What you have to do -
Which lines of the material contain the word "white"? Show each one.

Materials provided -
--------------------------------------------------

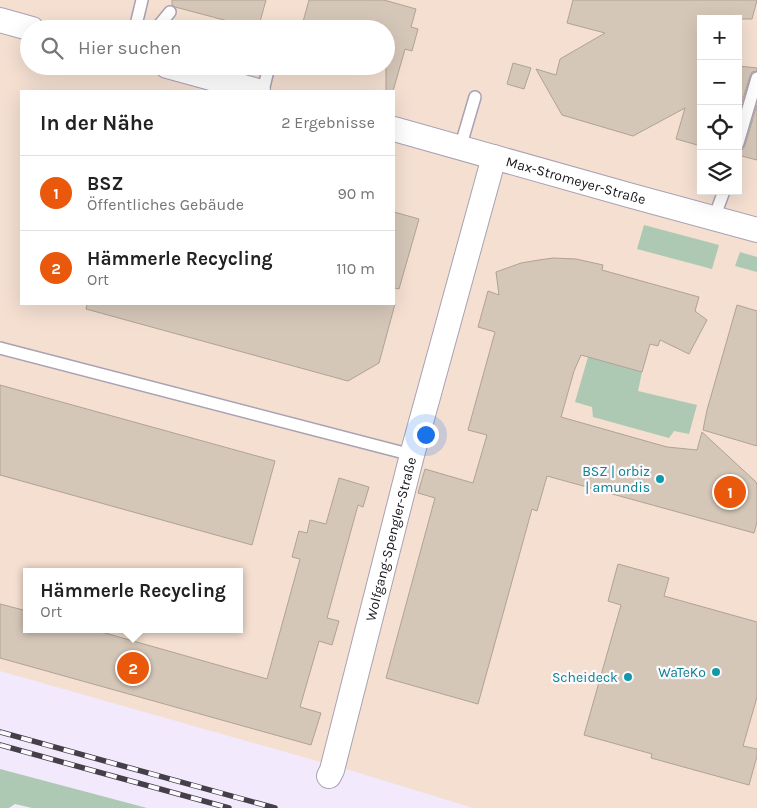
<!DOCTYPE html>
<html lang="de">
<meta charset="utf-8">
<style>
body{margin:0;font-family:Karla,sans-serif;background:#f2f2f2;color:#222}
.controls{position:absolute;right:15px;top:15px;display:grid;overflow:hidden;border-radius:0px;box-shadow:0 5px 20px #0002}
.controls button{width:45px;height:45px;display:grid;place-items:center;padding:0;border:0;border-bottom:1px solid #e0e0e0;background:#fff;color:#222;font:25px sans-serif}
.you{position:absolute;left:425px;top:434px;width:18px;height:18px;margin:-12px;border:4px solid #fff;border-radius:50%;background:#1a73e8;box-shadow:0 0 0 8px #1a73e833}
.badge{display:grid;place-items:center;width:32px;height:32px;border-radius:50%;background:#ea580c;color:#fff;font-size:16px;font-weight:700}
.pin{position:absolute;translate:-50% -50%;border:2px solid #fff;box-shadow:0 1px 5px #0006}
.popup{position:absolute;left:23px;top:568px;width:220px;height:65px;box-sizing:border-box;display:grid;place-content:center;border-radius:0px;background:#fff;filter:drop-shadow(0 1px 4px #0005);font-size:16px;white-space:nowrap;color:#767676}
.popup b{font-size:19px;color:#222}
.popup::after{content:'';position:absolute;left:50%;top:100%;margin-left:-10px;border:10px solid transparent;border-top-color:#fff}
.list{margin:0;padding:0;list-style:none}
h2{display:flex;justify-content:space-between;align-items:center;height:65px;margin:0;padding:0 20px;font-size:21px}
h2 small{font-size:16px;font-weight:400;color:#767676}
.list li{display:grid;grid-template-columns:32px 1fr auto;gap:15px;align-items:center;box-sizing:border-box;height:75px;padding:0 20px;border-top:1px solid #e0e0e0}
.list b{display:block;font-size:19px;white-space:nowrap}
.list p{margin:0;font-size:16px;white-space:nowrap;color:#767676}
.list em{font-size:16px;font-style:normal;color:#767676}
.icon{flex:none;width:28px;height:28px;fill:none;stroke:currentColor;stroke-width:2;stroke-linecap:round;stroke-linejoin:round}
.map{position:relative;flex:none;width:757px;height:808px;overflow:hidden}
.search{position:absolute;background:#fff;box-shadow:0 5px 20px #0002;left:20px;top:20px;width:375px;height:55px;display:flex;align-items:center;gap:12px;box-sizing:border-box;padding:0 18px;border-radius:28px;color:#767676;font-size:19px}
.panel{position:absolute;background:#fff;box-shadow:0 5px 20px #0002;left:20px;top:90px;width:375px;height:215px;border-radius:0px}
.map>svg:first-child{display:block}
</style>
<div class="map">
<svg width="757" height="808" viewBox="0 0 757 808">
<rect width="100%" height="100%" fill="#f2e9fc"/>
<!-- commercial -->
<path fill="#f4dfd1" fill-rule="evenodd" d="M0 0H757V808H473L356 772 0 671ZM701 19H738V191H701ZM29 29H386V66H29ZM21 91H394V304H21ZM27 572H239V629H27Z"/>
<!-- green -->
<g fill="#adc8b3">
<path d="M644 225 719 245 712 269 637 249Z"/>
<path d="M740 252 757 257V272L735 266Z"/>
<path d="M588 357 642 372 638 391 697 405 689 434 674 431 669 438 593 417 592 407 575 402Z"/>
<path d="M0 769 147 808H32L15 804 9 808H0Z"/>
</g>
<!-- building -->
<g fill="#d5c7b8" stroke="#b0a294">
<path d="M172 0H266L258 29 175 7 172 5Z"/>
<path d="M309 0H384L416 9 411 27 418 29 412 51 405 49 393 91H386V29H301Z"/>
<path d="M573 0H757L752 19H701V146L676 139 685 108 633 136 562 115 536 69 556 75 560 59 605 33 567 23Z"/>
<path d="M513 63 531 68 524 89 507 84Z"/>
<path d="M738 66 757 68V71L752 72 750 76 738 115Z"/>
<path d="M757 105V160L738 155V150L743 149 745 145Z"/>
<path d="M394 212 419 219 399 289 394 288Z"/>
<path d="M553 258 576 259 603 265 602 270 699 297 695 311 707 320 689 354 660 340 658 346 650 344 642 372 581 355 574 371 561 417 667 447 697 450 702 432 756 482 757 485V522L754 533 547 476 537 511 532 509 478 704 386 678 435 498 418 493 425 469 473 483 487 435 468 430 495 332 478 327 488 291 499 295 496 272 521 263 539 260Z"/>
<path d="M87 304H395L379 363 348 381 86 309Z"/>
<path d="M737 305 757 311V446L703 430 707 410Z"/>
<path d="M0 385 275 461 252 545 0 475Z"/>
<path d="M339 478 369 487 363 507 358 505 327 618 339 621 332 645 319 641 300 707 321 713 311 745 0 658V604L27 611V629H91L267 679 300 559 292 557 299 531 307 533 310 520 326 524Z"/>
<path d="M618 564 669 578 664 596 757 622V697L743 746 757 749V756L749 785 651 758 652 754 584 735 621 605 608 601Z"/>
</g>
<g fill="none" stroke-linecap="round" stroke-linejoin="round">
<!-- lane casing -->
<g stroke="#a9a2b3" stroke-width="14">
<g id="lane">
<path d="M135 29 142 0"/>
<path d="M156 29 170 12"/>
<path d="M263 91 269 66"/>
<path d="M738 143 757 78"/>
<path d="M460 148 475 97"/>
<path d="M714 218 724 191"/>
<path d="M0 348 412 455"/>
</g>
</g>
<!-- street casing -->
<g stroke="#a9a2b3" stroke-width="26">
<g id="street">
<path d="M0 20 32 29"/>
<path d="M167 66 258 91"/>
<path id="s1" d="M394 129 632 196 757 230"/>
<path id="s2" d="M329 776 332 770 412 455 494 157"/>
</g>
</g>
<!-- lane -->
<use href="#lane" stroke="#fff" stroke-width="11"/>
<!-- street -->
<use href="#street" stroke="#fff" stroke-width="24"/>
<!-- rail casing -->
<g stroke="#443f49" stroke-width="5.5">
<g id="rail">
<path d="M0 732 275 808"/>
<path d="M0 745 229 808"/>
</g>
</g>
<!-- rail -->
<use href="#rail" stroke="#fbfafe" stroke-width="4" stroke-dasharray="11" stroke-linecap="butt"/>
</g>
<!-- markers -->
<g fill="#0f9aa8" stroke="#fbfafe" stroke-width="2">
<circle cx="660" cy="479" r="5"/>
<circle cx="716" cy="672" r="5"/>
<circle cx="628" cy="677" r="5"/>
</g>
<g text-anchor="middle" stroke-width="4.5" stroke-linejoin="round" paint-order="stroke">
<!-- street labels -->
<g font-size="14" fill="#19161d" stroke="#fbfafe">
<text dy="5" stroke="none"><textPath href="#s1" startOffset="189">Max-Stromeyer-Straße</textPath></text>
<text dy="5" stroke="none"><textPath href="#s2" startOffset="245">Wolfgang-Spengler-Straße</textPath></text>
</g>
<!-- culture labels -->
<g font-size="14" fill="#0d838f" stroke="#fbfafe" text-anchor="end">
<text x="650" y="476">BSZ | orbiz<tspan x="650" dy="16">| amundis</tspan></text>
<text x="706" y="677">WaTeKo</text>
<text x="618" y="682">Scheideck</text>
</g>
</g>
</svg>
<div class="controls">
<button>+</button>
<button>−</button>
<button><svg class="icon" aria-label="locate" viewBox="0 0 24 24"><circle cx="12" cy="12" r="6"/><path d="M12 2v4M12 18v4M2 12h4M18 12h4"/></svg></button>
<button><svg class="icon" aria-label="layers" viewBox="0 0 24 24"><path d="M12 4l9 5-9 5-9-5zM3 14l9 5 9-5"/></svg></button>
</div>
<div class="you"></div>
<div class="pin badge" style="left:730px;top:492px">1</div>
<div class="pin badge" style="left:133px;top:668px">2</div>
<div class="popup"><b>Hämmerle Recycling</b>Ort</div>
<div class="search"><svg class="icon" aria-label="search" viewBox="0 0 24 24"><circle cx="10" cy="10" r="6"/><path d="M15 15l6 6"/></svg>Hier suchen</div>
<section class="panel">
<h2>In der Nähe<small>2 Ergebnisse</small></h2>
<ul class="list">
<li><span class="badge">1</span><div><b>BSZ</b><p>Öffentliches Gebäude</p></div><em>90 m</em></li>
<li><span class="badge">2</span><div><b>Hämmerle Recycling</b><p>Ort</p></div><em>110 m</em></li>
</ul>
</section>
</div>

--------------------------------------------------

Exercise response -
.popup{position:absolute;left:23px;top:568px;width:220px;height:65px;box-sizing:border-box;display:grid;place-content:center;border-radius:0px;background:#fff;filter:drop-shadow(0 1px 4px #0005);font-size:16px;white-space:nowrap;color:#767676}
.list b{display:block;font-size:19px;white-space:nowrap}
.list p{margin:0;font-size:16px;white-space:nowrap;color:#767676}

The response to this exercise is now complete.